--- DATA TO EXAMINE ---
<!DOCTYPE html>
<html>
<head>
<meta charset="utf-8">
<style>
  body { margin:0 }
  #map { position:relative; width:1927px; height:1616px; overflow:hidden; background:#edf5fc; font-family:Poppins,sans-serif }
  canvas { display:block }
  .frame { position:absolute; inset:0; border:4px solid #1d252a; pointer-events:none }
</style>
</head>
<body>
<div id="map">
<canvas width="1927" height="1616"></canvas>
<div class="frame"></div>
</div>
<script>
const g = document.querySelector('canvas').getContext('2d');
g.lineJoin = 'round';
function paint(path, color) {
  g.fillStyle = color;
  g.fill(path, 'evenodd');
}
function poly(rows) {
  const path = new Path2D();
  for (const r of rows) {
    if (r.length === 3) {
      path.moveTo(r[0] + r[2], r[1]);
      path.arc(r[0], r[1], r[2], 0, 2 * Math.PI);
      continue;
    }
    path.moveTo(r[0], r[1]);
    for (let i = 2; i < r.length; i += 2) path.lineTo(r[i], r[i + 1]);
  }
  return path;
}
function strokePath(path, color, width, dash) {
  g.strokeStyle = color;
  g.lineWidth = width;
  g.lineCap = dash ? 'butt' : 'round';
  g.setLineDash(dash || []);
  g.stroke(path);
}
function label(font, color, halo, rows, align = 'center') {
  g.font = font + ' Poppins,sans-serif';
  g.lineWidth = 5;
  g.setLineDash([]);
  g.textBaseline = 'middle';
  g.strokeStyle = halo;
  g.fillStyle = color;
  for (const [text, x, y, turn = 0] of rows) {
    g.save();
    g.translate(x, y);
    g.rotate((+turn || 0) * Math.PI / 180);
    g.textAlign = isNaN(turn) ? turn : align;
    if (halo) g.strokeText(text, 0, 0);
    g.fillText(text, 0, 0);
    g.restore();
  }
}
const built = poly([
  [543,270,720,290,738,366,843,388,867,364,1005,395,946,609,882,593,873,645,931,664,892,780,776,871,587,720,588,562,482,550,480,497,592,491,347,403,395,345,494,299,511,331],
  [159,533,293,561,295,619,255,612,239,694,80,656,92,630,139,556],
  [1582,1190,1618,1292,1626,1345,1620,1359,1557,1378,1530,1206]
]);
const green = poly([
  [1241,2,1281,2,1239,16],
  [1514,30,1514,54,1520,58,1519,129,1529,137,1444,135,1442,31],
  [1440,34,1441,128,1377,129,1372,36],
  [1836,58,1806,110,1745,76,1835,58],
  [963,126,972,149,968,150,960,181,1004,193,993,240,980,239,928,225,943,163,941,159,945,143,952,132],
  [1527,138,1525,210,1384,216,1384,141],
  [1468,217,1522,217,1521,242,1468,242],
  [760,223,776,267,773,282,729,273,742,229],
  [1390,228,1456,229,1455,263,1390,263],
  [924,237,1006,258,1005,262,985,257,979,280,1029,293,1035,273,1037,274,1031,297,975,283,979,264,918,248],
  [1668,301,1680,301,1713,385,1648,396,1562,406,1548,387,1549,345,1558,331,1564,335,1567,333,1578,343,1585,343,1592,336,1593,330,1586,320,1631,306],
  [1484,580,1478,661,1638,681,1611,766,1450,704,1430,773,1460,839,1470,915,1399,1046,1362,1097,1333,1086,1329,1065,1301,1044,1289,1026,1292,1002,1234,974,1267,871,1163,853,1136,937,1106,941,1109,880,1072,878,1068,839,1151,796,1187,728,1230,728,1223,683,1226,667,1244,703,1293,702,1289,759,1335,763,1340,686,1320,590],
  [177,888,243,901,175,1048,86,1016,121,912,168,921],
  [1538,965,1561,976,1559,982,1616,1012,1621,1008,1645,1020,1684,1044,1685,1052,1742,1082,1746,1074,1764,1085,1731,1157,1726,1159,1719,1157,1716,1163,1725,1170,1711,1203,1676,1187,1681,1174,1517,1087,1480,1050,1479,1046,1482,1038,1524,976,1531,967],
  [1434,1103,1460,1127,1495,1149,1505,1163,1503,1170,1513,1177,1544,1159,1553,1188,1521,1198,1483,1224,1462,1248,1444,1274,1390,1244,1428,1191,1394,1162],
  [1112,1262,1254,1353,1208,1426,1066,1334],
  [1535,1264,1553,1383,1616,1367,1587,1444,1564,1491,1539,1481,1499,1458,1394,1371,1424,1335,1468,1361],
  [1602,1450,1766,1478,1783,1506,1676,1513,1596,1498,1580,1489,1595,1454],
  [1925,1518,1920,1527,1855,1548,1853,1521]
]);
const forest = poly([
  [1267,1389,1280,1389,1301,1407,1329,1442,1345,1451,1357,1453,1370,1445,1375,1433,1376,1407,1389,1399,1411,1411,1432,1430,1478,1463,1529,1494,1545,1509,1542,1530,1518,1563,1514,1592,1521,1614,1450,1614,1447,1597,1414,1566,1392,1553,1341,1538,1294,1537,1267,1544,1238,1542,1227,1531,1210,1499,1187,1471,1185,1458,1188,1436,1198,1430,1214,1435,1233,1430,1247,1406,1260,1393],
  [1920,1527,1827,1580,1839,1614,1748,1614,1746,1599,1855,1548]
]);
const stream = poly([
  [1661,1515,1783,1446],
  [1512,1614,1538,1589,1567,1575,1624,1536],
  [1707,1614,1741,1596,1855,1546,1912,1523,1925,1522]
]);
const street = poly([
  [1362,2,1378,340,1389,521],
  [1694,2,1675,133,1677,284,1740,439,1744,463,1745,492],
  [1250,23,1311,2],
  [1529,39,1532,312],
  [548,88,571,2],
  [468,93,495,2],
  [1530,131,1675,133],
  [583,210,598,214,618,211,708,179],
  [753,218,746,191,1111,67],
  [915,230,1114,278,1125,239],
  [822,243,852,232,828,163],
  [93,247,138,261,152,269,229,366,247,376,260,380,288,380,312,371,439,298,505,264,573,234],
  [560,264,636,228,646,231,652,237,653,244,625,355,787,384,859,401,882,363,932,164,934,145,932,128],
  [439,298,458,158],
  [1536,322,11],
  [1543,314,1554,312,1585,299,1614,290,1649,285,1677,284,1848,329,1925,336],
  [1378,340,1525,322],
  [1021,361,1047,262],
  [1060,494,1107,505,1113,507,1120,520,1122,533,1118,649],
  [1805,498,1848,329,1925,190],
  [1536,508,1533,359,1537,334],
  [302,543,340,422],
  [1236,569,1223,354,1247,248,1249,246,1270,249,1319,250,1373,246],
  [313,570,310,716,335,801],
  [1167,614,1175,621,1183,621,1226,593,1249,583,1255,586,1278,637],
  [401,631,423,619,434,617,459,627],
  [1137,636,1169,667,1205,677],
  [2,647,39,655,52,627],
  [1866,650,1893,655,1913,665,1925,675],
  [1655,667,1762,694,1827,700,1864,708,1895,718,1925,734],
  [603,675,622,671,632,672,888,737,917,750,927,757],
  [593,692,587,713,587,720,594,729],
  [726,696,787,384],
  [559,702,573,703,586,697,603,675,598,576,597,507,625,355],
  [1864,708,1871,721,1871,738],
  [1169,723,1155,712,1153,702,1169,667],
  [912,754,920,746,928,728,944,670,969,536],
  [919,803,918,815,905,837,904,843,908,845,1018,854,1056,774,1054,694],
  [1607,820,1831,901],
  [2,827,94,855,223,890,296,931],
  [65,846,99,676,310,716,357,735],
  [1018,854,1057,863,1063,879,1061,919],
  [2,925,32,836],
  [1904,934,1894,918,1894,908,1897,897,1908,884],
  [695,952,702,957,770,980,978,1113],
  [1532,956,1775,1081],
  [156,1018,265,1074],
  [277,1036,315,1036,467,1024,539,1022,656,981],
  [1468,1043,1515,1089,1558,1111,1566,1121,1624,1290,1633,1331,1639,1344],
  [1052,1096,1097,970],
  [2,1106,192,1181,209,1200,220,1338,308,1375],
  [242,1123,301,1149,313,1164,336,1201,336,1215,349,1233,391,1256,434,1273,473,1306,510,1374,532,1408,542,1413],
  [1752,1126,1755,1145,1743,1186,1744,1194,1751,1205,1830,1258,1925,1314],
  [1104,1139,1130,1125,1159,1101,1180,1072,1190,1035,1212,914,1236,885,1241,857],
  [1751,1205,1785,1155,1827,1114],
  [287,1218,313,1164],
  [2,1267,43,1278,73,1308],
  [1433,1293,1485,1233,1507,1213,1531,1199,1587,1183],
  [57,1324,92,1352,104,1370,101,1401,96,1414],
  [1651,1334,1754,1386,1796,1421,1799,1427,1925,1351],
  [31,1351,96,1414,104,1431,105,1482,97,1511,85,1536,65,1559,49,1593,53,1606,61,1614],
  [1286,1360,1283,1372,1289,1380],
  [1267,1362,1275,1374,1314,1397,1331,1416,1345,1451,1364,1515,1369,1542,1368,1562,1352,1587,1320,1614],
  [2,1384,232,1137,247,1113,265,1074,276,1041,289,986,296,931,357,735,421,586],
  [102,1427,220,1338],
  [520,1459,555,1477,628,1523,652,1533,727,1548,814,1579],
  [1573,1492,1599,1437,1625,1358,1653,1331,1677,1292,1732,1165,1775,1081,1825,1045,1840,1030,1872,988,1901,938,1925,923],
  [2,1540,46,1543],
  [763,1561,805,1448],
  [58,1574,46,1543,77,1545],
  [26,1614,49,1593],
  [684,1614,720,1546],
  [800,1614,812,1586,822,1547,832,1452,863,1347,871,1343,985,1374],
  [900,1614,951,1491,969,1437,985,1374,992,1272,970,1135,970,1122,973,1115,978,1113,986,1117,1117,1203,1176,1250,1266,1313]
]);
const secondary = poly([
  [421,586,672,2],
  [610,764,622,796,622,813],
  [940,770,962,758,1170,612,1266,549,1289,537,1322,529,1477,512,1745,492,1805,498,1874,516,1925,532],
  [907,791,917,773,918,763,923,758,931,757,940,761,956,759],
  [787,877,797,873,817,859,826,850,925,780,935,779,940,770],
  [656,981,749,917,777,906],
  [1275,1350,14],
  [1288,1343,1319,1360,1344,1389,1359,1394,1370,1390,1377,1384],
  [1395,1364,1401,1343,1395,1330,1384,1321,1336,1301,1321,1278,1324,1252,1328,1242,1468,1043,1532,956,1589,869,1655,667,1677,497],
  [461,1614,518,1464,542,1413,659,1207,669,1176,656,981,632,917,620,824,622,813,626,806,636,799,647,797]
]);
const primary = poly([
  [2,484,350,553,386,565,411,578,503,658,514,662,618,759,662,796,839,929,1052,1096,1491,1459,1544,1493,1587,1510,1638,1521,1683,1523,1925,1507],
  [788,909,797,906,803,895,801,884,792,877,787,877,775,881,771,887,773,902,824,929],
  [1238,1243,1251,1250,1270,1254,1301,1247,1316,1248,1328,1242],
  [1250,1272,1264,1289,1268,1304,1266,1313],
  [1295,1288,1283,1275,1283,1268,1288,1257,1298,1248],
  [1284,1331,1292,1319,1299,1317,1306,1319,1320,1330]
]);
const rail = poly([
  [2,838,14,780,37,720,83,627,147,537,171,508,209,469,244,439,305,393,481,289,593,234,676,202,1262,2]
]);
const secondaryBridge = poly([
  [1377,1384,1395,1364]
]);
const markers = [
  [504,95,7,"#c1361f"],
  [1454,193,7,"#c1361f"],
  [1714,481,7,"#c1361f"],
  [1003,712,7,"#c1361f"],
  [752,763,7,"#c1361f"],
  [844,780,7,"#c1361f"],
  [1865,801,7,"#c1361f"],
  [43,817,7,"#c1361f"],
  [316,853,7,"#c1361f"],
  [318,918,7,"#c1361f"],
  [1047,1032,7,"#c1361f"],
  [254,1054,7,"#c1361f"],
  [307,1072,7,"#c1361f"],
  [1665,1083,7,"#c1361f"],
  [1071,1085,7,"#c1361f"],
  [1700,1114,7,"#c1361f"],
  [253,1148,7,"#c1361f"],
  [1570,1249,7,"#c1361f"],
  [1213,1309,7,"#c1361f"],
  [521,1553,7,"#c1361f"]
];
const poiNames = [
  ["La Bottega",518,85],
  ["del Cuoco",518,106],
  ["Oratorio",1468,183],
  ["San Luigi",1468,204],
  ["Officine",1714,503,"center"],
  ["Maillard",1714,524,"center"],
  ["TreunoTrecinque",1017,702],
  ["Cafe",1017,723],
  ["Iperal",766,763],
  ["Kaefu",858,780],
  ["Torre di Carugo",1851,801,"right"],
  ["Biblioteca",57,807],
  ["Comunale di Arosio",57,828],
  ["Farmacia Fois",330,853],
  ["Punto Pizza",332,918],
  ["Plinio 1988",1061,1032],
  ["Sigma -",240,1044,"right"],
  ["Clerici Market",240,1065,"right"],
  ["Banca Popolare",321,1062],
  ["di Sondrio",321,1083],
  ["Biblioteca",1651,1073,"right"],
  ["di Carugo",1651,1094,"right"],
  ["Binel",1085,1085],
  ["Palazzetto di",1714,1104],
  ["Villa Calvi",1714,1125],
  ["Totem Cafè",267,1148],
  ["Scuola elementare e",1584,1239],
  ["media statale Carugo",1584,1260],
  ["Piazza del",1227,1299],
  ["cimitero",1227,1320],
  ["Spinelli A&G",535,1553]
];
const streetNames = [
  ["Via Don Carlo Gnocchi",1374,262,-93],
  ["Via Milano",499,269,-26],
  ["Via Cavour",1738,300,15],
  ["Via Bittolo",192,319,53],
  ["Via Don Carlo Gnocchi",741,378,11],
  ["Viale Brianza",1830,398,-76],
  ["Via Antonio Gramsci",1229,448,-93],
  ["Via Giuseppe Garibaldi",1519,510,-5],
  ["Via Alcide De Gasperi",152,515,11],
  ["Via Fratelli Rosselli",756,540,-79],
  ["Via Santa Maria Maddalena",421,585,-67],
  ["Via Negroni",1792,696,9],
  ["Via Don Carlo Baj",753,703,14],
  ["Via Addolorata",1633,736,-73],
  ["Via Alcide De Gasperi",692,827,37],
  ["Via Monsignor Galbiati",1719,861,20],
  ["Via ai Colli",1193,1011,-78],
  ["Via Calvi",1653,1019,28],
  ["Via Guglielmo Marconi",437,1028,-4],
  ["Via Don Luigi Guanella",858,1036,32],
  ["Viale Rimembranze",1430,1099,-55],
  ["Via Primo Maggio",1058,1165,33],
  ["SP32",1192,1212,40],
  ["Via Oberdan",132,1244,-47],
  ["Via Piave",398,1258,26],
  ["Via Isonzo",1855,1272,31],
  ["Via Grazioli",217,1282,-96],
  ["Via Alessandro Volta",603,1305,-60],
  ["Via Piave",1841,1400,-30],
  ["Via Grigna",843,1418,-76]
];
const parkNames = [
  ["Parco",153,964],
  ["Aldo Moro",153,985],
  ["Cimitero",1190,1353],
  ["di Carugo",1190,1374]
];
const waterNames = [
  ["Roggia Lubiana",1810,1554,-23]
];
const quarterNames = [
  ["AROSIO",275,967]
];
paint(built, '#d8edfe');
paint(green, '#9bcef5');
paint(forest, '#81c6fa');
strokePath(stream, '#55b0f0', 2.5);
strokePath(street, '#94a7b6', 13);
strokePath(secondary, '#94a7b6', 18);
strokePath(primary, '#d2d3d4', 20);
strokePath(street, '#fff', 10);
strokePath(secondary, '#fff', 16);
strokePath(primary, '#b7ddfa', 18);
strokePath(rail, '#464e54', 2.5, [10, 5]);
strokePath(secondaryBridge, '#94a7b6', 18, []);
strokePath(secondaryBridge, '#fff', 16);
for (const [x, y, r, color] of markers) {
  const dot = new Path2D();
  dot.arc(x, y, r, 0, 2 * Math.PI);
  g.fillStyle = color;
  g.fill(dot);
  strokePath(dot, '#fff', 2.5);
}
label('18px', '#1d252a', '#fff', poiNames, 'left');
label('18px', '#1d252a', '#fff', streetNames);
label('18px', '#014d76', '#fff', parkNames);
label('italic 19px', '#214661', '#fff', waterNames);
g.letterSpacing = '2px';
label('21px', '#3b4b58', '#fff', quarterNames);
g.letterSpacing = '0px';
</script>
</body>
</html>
---
PROBLEM TO SOLVE. All that belongs in the answer is an exact copy of the lines from the start of the records above through the line with "g.lineJoin = 'round';".

EXERCISE RESPONSE.
<!DOCTYPE html>
<html>
<head>
<meta charset="utf-8">
<style>
  body { margin:0 }
  #map { position:relative; width:1927px; height:1616px; overflow:hidden; background:#edf5fc; font-family:Poppins,sans-serif }
  canvas { display:block }
  .frame { position:absolute; inset:0; border:4px solid #1d252a; pointer-events:none }
</style>
</head>
<body>
<div id="map">
<canvas width="1927" height="1616"></canvas>
<div class="frame"></div>
</div>
<script>
const g = document.querySelector('canvas').getContext('2d');
g.lineJoin = 'round';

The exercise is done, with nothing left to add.